The second half of the April 14th program featured Venkatagiri “Giri” Krishnamurthy, PhD, a Research Associate in the Department of Neurology at Emory University. He explained how a healthy brain guides movement and then took a deeper look at how neuroplasticity offers proactive people with Parkinson’s hope for delaying disease progression and compensating for impairments with exercise and other activity.

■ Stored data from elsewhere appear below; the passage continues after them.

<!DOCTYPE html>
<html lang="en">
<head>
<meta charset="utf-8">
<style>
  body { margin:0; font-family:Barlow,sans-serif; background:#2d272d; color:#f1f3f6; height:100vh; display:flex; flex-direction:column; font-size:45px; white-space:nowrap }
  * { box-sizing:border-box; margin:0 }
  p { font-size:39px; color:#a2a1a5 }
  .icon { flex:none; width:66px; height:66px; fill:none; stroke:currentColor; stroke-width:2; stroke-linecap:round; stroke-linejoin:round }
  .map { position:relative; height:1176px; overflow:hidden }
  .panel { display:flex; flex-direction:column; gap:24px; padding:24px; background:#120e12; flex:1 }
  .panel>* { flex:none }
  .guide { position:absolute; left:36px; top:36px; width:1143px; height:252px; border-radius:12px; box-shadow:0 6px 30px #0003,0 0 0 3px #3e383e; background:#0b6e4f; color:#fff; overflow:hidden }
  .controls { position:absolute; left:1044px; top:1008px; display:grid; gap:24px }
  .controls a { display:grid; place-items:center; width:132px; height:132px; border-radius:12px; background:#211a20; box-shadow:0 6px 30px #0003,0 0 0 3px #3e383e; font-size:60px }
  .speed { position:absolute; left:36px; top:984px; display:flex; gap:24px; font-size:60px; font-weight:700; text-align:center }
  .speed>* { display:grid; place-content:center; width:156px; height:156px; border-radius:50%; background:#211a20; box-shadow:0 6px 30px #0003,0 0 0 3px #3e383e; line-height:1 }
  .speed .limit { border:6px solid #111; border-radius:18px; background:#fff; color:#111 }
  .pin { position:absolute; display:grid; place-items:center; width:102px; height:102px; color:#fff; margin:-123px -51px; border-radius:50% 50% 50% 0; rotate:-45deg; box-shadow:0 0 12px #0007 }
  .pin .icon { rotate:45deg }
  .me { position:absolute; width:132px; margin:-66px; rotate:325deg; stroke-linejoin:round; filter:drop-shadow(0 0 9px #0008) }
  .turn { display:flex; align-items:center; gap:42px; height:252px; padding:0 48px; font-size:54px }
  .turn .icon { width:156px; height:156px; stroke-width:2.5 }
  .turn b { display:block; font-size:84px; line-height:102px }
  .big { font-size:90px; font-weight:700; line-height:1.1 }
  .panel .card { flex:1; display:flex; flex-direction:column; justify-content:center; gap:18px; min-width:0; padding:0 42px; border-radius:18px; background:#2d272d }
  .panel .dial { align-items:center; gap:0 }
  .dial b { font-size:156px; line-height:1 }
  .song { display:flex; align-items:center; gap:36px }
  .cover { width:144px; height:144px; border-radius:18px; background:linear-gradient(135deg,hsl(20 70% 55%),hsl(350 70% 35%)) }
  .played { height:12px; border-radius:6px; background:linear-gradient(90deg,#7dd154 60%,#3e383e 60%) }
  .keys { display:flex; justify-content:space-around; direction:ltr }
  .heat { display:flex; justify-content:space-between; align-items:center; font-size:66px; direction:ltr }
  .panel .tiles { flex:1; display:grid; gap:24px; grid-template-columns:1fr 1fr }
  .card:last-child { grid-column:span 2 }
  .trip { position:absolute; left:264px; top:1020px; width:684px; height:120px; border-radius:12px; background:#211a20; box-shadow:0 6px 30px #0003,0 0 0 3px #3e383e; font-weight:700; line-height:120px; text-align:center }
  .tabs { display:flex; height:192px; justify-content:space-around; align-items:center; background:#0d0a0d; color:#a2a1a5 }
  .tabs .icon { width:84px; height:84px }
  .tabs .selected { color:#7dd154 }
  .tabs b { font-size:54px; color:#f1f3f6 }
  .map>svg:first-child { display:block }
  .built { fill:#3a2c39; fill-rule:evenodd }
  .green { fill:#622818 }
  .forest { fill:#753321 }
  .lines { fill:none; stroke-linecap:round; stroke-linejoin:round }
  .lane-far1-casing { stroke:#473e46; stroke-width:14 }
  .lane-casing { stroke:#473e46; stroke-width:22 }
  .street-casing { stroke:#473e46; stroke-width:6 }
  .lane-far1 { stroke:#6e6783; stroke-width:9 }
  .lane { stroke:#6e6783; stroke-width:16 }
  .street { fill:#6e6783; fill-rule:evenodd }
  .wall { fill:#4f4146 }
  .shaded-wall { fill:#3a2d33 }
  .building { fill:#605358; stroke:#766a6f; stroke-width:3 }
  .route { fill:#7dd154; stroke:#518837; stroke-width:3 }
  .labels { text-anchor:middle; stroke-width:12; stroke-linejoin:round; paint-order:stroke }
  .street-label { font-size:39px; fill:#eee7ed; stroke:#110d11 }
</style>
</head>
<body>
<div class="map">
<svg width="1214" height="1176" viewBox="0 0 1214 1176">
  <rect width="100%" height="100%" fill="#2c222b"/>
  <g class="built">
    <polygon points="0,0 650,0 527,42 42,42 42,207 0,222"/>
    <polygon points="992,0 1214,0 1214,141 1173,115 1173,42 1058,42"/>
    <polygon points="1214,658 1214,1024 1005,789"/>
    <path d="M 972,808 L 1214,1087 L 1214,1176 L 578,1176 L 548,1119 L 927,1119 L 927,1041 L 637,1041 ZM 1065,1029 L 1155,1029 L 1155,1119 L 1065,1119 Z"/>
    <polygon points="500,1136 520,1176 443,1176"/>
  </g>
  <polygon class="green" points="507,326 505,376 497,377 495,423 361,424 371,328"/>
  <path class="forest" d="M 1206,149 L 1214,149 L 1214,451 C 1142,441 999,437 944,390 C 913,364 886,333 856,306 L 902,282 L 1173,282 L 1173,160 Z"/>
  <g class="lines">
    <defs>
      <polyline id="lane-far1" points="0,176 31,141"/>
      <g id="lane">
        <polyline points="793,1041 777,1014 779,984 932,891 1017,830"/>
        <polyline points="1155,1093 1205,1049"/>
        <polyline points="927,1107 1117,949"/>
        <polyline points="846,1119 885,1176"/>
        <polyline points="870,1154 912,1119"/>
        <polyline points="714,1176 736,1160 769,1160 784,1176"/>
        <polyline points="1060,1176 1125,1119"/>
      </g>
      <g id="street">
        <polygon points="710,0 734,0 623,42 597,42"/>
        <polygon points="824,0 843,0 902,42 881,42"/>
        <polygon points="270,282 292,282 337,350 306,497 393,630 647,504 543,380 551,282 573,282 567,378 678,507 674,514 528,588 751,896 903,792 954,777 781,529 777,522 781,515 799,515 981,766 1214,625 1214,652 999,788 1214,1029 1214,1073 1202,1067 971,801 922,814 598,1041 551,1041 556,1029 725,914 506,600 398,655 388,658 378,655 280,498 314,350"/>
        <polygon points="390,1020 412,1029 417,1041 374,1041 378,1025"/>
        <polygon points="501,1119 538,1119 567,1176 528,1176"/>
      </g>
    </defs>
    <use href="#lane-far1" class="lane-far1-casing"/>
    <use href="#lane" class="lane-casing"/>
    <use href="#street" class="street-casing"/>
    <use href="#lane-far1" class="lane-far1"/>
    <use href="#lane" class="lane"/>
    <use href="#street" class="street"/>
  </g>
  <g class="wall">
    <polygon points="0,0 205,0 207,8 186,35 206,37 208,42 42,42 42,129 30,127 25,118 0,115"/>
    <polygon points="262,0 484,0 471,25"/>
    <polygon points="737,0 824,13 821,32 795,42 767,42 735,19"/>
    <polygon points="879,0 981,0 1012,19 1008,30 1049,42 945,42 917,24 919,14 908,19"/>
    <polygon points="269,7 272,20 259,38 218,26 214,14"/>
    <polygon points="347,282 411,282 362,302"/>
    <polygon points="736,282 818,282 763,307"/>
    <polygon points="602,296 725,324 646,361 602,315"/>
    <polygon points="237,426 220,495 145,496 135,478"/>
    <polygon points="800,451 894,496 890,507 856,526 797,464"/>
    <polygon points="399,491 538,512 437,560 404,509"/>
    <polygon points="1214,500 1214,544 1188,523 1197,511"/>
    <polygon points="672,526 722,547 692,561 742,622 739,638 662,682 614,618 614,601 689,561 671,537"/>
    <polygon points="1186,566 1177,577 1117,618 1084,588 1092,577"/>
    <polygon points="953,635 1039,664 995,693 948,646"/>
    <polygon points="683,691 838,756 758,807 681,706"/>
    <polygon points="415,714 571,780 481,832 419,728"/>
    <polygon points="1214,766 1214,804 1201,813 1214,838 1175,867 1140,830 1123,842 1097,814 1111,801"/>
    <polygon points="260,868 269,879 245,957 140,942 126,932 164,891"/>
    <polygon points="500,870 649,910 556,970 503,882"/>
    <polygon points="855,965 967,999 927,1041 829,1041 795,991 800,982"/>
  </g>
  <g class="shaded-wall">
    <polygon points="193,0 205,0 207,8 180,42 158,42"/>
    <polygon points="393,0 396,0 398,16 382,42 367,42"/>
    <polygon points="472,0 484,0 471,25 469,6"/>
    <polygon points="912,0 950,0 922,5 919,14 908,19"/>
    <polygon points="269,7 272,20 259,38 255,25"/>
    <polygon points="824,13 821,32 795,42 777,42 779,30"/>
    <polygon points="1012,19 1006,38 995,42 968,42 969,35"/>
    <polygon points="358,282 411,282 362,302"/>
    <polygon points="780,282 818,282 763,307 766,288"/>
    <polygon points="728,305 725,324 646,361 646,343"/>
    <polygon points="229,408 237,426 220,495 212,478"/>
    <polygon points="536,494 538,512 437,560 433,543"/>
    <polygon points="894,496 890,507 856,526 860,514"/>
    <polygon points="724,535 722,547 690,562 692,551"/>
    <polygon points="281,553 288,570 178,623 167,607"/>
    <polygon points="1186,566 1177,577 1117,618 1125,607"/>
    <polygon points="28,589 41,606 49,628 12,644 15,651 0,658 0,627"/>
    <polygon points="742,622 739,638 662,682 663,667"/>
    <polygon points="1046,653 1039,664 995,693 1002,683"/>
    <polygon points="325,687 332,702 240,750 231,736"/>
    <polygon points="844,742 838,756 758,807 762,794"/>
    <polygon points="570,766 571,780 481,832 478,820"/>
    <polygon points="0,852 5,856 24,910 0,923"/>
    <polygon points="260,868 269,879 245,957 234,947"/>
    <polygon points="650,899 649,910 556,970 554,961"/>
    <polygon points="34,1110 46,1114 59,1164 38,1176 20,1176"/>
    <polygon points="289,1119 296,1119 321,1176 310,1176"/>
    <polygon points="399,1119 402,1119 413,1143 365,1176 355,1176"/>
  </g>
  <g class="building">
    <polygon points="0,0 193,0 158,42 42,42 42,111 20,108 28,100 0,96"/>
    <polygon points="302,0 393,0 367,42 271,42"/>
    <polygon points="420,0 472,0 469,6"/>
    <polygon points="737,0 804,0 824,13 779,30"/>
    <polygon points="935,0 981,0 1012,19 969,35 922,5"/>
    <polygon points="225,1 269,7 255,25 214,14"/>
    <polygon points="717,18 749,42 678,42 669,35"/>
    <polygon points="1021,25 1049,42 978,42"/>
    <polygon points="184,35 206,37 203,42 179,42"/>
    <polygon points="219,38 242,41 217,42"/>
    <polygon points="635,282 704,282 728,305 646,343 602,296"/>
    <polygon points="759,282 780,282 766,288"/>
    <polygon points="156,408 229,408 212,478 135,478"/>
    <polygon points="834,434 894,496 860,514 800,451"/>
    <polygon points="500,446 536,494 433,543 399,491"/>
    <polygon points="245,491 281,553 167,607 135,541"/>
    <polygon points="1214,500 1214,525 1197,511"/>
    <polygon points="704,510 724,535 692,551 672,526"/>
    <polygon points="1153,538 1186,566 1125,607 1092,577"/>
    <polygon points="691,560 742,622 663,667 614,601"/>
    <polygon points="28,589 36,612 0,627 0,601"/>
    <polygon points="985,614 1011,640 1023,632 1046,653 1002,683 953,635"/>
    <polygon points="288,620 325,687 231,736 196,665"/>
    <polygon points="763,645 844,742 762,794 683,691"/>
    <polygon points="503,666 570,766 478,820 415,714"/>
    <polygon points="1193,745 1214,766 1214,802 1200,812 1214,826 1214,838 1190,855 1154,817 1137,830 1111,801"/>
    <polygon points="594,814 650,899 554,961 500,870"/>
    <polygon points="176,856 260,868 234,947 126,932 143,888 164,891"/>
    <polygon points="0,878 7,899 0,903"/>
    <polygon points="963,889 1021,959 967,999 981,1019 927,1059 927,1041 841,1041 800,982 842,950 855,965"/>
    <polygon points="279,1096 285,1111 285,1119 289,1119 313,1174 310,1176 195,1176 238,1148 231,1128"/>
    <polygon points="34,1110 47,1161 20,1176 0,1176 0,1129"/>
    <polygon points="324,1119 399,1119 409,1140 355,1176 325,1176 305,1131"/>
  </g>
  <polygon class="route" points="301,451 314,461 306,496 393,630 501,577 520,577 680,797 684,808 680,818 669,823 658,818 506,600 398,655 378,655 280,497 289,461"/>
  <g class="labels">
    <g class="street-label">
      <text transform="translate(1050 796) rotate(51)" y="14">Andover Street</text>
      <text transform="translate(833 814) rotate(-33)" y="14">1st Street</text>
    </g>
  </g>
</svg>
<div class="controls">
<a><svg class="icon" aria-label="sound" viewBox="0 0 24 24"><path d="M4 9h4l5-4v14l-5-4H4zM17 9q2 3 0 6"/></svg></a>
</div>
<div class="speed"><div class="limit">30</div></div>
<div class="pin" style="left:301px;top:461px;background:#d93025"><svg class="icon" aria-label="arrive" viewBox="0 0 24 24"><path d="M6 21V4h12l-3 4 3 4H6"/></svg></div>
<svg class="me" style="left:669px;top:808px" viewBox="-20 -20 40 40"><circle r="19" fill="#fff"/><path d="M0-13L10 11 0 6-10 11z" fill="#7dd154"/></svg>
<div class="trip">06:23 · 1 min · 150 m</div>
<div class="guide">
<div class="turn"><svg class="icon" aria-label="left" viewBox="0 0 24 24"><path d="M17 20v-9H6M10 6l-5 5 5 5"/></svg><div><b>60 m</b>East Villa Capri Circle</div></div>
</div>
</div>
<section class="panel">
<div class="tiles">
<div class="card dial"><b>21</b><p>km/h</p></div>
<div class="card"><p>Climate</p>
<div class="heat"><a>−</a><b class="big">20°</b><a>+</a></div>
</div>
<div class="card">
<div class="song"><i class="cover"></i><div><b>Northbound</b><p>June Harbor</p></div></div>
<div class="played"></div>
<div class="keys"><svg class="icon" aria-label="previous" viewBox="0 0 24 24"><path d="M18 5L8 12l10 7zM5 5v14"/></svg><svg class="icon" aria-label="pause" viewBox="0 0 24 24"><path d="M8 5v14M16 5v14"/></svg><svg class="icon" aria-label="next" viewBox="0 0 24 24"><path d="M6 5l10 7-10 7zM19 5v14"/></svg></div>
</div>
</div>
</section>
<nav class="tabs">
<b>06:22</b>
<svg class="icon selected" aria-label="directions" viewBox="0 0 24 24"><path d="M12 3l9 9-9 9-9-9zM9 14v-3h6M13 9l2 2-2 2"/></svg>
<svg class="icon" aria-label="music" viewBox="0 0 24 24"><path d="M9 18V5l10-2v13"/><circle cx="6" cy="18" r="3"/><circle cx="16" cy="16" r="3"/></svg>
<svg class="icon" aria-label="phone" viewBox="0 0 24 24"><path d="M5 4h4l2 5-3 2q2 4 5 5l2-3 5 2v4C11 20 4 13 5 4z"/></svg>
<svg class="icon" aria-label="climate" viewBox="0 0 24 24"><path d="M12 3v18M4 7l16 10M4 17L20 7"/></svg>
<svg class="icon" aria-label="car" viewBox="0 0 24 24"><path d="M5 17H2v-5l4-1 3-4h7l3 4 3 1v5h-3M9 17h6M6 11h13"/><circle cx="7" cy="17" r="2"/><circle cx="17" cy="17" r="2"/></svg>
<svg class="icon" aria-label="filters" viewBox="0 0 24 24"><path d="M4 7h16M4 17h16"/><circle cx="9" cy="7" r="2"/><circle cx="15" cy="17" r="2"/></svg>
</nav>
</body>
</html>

According to Dr. Krishnamurthy, neuroplasticity refers to changes to the brain’s structure, functions and connections. These changes may protect dopamine neurons, improve impaired neurotransmission through learning, and possibly even generate new neurons throughout life. He explained that when you challenge your brain with new activities and experiences, new synaptic connections form between brain cells, and/or there is better communication between brain cells. When the new challenge, activity or exercise is ongoing, people will see an even greater benefit through learning. Dismantling the old notion that the brain is hardwired and you are stuck with what you’ve got, Dr. Krishnamurthy illustrated the ways we can improve brain functioning through intense aerobic exercise, dance and other novel, positive experiences like learning how to cook or playing an instrument.
In the end, Dr. Krishnamurthy’s conclusion was an enthusiastic repetition of what has become our mantra throughout the 30 Days of Hope campaign: Exercise = Hope.